Pig and sheep manure

Unlike cattle, the animals of these groups are kept in buildings without concrete floors, so the process of biogas production is more complicated. The use of swine sheep manure in devices in continual cycle is not possible, it is only possible with specific loading dosage. Together with raw mass of this type, vegetable waste can fall in, which significantly increases the processing period.

Bird manure

In order to effectively use bird manure to produce biogas it is recommended to equip the bird cages with perches, as this will ensure the collection of litter in large volumes. To produce large volumes of biogas bird manure should be mixed with a cow slurry, that will eliminate excessive release of ammonia from the substrate. The peculiarity of the application of poultry manure in the production of biogas is a need to introduce two-stage technology with the use of a hydrolysis reactor. This is required in order to exercise control over the level of acidity, otherwise the bacteria can be killed in a substrate.


For efficient recycling of feces it is required to minimize the amount of water per one medical device: a lump sum can not exceed 1 liter.

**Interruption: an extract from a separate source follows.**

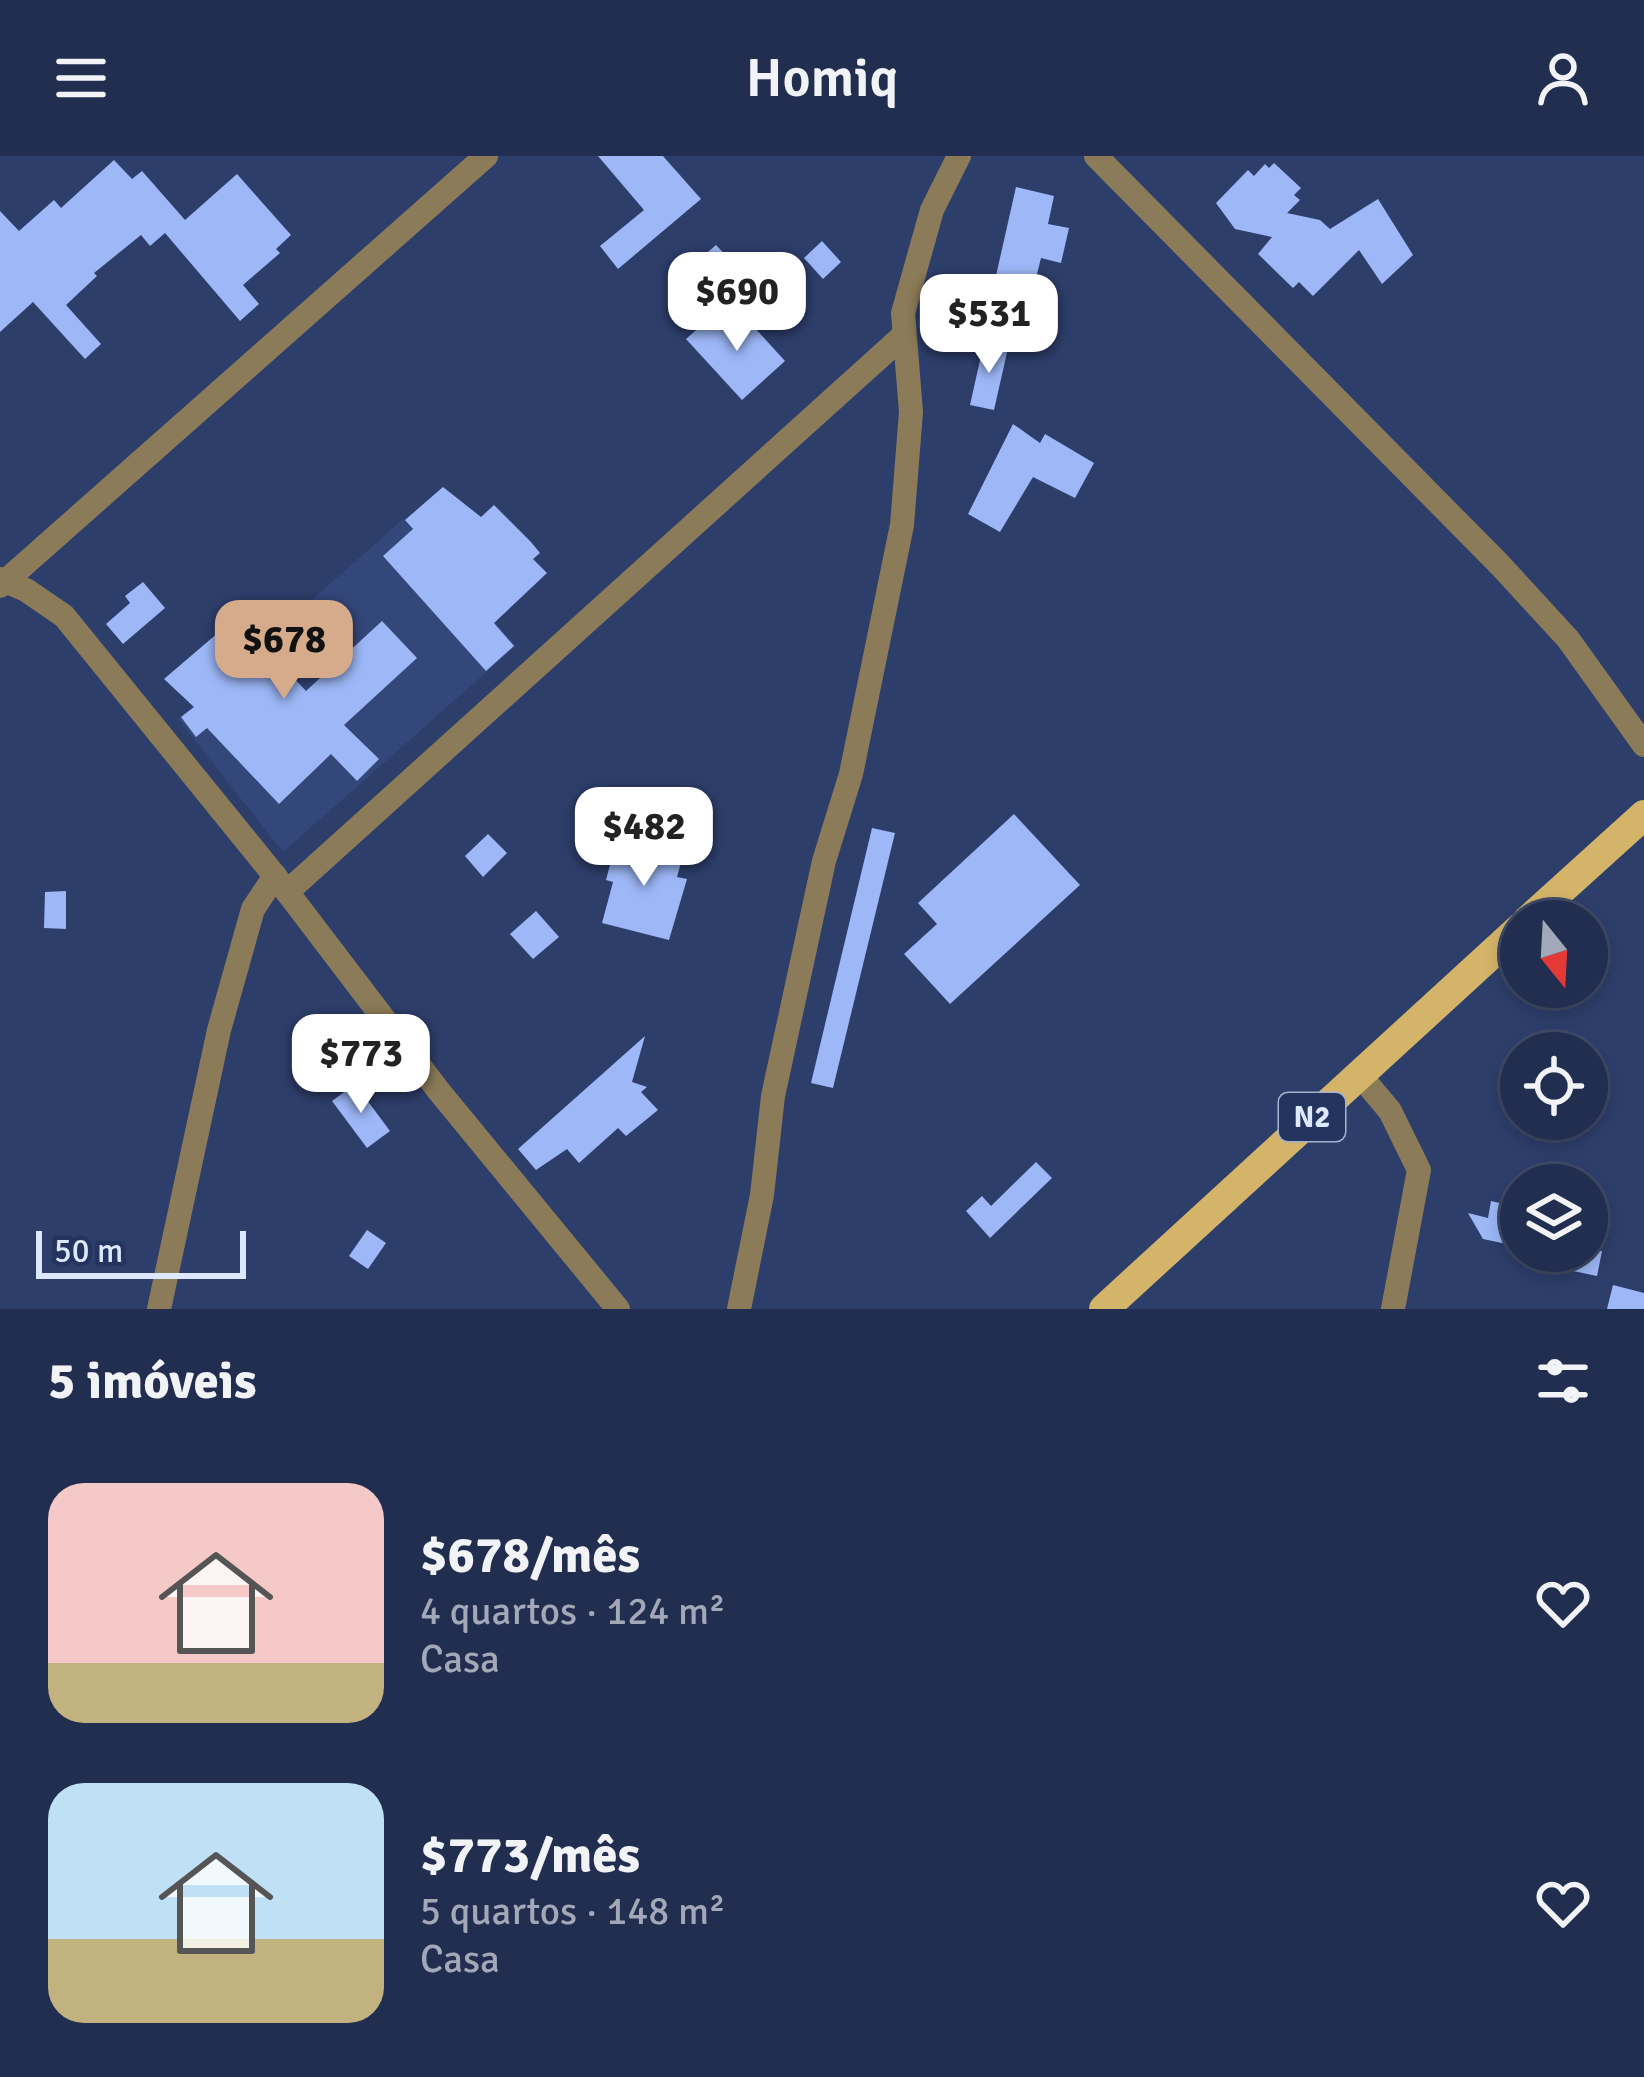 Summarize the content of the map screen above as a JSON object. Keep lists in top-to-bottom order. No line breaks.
{"streets":{"main road":["N2"]},"scale_bar":"50 m","north":"bottom","page":{"header":"Homiq","price":["$690","$531","$678","$482","$773"],"scale":"50 m","heading":"5 imóveis","list":[{"name":"$678/mês","note":"4 quartos · 124 m² · Casa"},{"name":"$773/mês","note":"5 quartos · 148 m² · Casa"}]}} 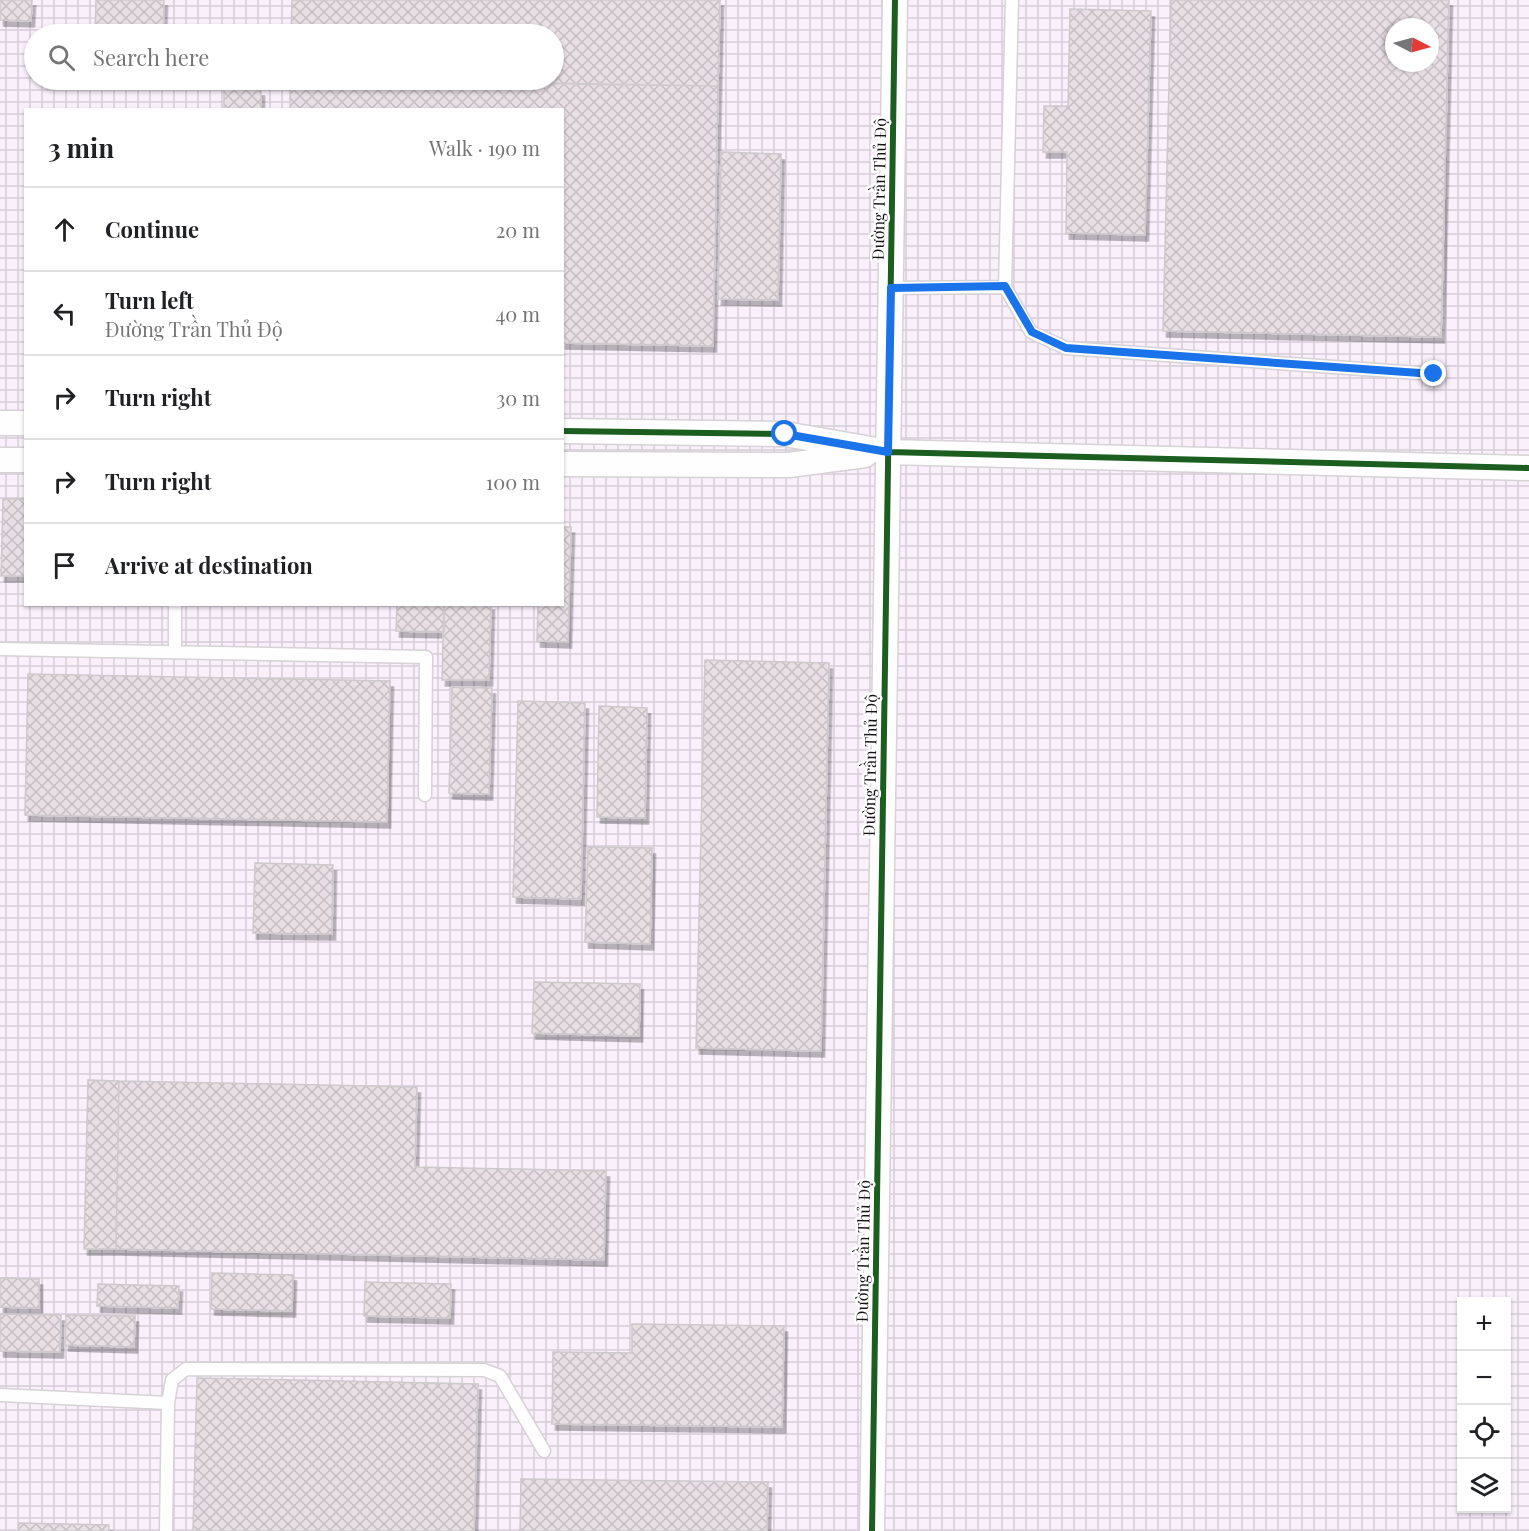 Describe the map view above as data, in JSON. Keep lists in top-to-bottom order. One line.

With recent years, research has established that in the biogas, when feces are used for its production, along with key elements (in particular methane) a plurality of hazardous compounds passes that contribute to environmental pollution .For example, during methane fermentation of such raw material at high temperature regimes at drains bioclearing stations almost all samples of the gas phase had about 90 mg / m3 of arsenic, 80 mg / m33 mercury 500 mg / m3 tellurium 900 mg / m3 tin, 700 mg / m3 lead found in them. These elements are tetrahedral and dimethylated compounds inherent in the processes of autolysis. Identified indicators seriously exceed the MAC specified elements, which demonstrates the need for a more comprehensive approach to the problem of recycling faeces into biogas.

Energy crops

The vast majority of green plants provides an exceptionally high yield of biogas. Many European biogas plants operate on corn silage.This is justified because the corn silage produced from 1 hectare, allows you to develop 7800-9100 m3 of biogas, which corresponds to: 5850-6825 m3 of natural gas, 4758-5551 kg of gasoline, fuel oil kg 5616-6552, 11544-13468 kg of firewood.

A ton of diffirent herbs provide about 290-490 m3 of biogas, with clover having a particularly high yield: 430-490m3. A ton of high-quality raw potato leaves can provide up to 490 m3, a ton of beet tops - from 75 to 200 m3, a ton of waste generated in the process of harvesting rye - 165 m3, a ton of flax and hemp - 360 m3, a ton of oat straw - 310 m3.

It should be noted that in the case of purposefully growing energy crops for biogas production there is the need to invest money in their planting and harvesting. That is how this culture is substantially different from other sources of raw materials for bioreactors. There is no need for fertilizing such crops. In regards to vegetable waste and crop production, their processing into biogas has an extremely high economic efficiency.

"Landfill gas"

From one tonne of dry solid municipal waste can be obtained up to 200 m3 of biogas, more than 50% of which is methane. By activity of methane emissions "landfill sites" are far superior to any other sources. The use of solid waste in biogas production, not only will provide significant economic benefits, but also reduce the flow of polluting compounds into the atmosphere.